David Eason, chief executive officer of Toronto-based Berkeley Payment Solutions - a company that provides branded Visa prepaid cards to corporations, predicts the youth prepaid card market in Canada will expand in the next few years. "There really is a demand for it in Canada and a niche for it," he says. "Cash, he says, just isn't king for teens who want to purchase goods online - an iPhone app, a DVD, a vintage purse on eBay."
"I don't think any parent is ready and willing to relinquish their own credit cards to their children," says Elena Jara, the education co-ordinator at Credit Canada's Toronto office. "Teens are hungry for these products because a first credit card (even prepaid ones, which don't help build your credit history) is like a passage of adulthood," she says. Under the heading "For Parents" on the MuchMusic product's website, the company says, "It gives your kids the freedom to make decisions (and buy what they want) while teaching financial responsibility."
Suzanne Martindale, associate policy analyst with the San Francisco-based Consumers Union, which publishes Consumer Reports, takes issue with that claim. It doesn't teach kids to be responsible with their money, she says. Instead, you're telling them, "Here's plastic. Go spend, spend, spend."
And the terms are rarely favourable to the consumer. The Vanilla Prepaid Mastercard, which is available in Canada and has no minimum age limit, can be purchased with a preloaded amount at stores such as 7-Eleven. A $2.50 service fee is charged each month for the card, and if you have a balance left on your card when it expires, you will not only lose that money, but be charged a cancellation fee equivalent to your balance.
Some cards also charge users every time they are reloaded with cash. Because there can be disincentives to making deposits and holding onto cash, Ms. Martindale says prepaid cards don't teach teenagers to be responsible with their money. Also, they're the least-regulated plastic products on the market, she points out.
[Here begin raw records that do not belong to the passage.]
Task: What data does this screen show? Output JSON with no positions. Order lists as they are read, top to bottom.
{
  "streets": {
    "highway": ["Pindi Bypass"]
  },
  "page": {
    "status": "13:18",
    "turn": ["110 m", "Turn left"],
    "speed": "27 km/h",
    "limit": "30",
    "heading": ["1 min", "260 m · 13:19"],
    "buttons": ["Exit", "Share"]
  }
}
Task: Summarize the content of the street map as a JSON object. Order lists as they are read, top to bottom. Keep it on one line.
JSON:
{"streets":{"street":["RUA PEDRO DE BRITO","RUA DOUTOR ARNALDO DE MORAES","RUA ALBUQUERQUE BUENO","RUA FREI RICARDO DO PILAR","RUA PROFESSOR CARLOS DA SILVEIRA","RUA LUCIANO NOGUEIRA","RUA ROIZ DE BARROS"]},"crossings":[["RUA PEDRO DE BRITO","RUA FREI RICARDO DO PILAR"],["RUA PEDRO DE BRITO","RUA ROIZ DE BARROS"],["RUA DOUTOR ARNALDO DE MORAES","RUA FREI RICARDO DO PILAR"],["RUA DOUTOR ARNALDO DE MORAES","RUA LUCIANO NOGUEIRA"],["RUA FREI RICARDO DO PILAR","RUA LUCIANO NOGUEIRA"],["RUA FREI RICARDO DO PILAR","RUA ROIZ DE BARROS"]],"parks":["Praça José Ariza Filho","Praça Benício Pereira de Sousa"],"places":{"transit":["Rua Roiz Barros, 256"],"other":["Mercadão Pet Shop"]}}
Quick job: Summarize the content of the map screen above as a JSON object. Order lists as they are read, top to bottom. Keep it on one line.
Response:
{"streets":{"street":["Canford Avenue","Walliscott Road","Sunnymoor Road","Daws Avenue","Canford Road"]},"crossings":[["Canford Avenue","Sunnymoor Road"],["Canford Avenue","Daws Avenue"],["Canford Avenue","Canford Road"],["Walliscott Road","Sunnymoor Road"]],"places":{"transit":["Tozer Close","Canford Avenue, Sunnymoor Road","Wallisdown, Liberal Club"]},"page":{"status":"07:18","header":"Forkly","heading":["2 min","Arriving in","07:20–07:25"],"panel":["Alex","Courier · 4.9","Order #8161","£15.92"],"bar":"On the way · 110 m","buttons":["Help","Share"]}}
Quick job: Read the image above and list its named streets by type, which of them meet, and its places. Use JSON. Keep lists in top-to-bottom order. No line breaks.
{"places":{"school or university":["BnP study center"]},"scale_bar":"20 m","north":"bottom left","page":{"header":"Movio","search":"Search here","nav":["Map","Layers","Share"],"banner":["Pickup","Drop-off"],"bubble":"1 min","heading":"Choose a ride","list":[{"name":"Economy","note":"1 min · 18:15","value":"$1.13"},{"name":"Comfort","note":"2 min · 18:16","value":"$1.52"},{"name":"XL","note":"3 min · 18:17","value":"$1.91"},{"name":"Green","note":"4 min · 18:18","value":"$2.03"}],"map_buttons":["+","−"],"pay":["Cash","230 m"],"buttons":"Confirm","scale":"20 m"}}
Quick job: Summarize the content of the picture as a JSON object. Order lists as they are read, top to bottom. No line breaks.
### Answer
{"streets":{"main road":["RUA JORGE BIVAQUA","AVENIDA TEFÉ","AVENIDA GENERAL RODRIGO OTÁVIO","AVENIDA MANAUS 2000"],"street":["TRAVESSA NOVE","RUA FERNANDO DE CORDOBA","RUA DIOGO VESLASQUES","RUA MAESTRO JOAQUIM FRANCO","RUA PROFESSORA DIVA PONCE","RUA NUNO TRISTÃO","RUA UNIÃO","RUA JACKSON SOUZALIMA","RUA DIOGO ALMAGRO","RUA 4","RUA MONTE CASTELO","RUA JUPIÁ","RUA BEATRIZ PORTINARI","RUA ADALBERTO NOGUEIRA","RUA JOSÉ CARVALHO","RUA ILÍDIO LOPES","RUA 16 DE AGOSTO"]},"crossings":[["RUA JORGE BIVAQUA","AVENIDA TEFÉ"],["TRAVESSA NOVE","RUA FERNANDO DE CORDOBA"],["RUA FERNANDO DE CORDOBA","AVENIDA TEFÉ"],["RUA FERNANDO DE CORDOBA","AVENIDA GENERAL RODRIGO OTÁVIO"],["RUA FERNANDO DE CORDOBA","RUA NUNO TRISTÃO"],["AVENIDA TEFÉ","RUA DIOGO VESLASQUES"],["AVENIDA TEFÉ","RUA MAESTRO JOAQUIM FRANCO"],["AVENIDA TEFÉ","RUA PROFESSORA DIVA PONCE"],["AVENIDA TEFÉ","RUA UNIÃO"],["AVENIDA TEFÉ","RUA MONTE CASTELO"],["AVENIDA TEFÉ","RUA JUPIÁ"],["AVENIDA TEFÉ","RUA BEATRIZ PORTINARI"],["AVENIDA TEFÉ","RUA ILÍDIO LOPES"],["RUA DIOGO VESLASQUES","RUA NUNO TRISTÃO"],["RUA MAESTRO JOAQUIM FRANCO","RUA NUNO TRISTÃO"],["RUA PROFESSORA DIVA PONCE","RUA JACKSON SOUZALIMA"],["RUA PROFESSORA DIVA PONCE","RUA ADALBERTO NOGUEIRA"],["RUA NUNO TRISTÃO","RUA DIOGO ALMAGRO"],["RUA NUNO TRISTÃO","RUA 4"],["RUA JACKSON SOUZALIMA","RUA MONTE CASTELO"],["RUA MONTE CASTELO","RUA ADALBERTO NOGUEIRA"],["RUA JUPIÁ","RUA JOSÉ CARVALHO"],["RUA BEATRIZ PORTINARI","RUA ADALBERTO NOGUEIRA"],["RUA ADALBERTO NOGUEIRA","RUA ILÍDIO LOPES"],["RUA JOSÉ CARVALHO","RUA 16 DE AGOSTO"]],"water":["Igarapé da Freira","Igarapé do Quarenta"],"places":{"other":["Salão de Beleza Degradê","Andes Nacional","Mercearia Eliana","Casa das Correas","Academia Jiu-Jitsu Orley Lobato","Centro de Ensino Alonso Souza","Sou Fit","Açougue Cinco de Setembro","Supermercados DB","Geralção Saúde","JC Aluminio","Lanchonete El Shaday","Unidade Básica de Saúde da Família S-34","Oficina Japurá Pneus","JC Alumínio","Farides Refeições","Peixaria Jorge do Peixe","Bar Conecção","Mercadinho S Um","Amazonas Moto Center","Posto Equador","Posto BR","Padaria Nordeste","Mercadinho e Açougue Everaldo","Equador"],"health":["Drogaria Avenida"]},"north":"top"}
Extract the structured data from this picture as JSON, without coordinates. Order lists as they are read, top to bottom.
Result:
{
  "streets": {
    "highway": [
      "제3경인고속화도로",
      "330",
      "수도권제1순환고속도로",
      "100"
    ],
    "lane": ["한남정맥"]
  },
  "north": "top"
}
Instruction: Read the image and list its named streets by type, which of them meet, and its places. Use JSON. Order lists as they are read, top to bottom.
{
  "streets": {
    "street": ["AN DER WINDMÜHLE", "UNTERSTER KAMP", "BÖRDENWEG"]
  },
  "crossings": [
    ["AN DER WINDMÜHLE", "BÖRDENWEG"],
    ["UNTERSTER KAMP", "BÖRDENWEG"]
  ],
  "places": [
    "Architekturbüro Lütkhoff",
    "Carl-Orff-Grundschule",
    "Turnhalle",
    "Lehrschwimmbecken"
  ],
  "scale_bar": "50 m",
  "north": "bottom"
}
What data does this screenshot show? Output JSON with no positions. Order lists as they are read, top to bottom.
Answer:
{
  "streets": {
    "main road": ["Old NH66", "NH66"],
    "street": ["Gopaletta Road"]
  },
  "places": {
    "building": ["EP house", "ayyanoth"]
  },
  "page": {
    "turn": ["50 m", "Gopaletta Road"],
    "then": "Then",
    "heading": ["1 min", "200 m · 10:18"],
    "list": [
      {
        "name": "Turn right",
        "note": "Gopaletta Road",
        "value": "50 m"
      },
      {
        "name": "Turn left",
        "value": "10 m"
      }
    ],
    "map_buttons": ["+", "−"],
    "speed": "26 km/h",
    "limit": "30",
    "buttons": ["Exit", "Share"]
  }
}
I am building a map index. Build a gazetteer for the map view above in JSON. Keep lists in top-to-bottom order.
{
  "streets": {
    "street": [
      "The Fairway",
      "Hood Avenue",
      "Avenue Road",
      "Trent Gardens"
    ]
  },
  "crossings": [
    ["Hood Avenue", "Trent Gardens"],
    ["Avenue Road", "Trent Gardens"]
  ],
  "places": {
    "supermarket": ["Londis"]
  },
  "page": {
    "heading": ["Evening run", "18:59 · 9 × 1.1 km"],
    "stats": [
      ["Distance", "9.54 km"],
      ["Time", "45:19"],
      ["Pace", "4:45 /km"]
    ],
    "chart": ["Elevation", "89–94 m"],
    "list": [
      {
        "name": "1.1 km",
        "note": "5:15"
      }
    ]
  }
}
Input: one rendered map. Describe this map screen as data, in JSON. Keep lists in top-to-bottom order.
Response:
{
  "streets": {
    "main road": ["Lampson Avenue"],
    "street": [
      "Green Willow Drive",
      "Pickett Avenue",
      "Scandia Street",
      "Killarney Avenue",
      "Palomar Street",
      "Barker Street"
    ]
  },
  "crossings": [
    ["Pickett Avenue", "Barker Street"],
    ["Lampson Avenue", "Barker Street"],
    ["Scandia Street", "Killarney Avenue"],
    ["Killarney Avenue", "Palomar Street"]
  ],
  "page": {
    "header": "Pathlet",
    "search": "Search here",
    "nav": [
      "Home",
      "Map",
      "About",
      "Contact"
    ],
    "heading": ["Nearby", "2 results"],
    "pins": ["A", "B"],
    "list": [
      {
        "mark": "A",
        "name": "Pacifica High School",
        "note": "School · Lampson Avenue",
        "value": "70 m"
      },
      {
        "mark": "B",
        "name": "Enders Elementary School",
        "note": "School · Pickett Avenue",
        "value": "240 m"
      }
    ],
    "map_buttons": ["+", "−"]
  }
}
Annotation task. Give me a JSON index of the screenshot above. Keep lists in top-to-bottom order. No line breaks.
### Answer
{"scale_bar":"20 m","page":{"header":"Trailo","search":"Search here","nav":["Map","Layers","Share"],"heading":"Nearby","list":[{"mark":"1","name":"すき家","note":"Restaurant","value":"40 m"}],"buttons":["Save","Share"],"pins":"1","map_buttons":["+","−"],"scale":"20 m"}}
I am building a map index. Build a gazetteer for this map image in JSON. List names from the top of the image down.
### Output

In the past few years, many provinces have passed legislation banning fees and expiration dates on gift cards, but prepaid cards are exempt from these rules. The better alternative, if you want your child to start managing his or her own money? A youth bank account with no monthly fees, where account holders can deposit and withdraw money easily and watch their savings grow. Ms. Jara says prepaid cards are useful for older teens who are making online purchases (which just can't be done with a bank card), but advises parents against loading cash onto the card and paying fees themselves. "The children aren't learning as much as they would if [they were] uploading the credit card, checking balances and understanding that every time they do all this, they're losing money," she says.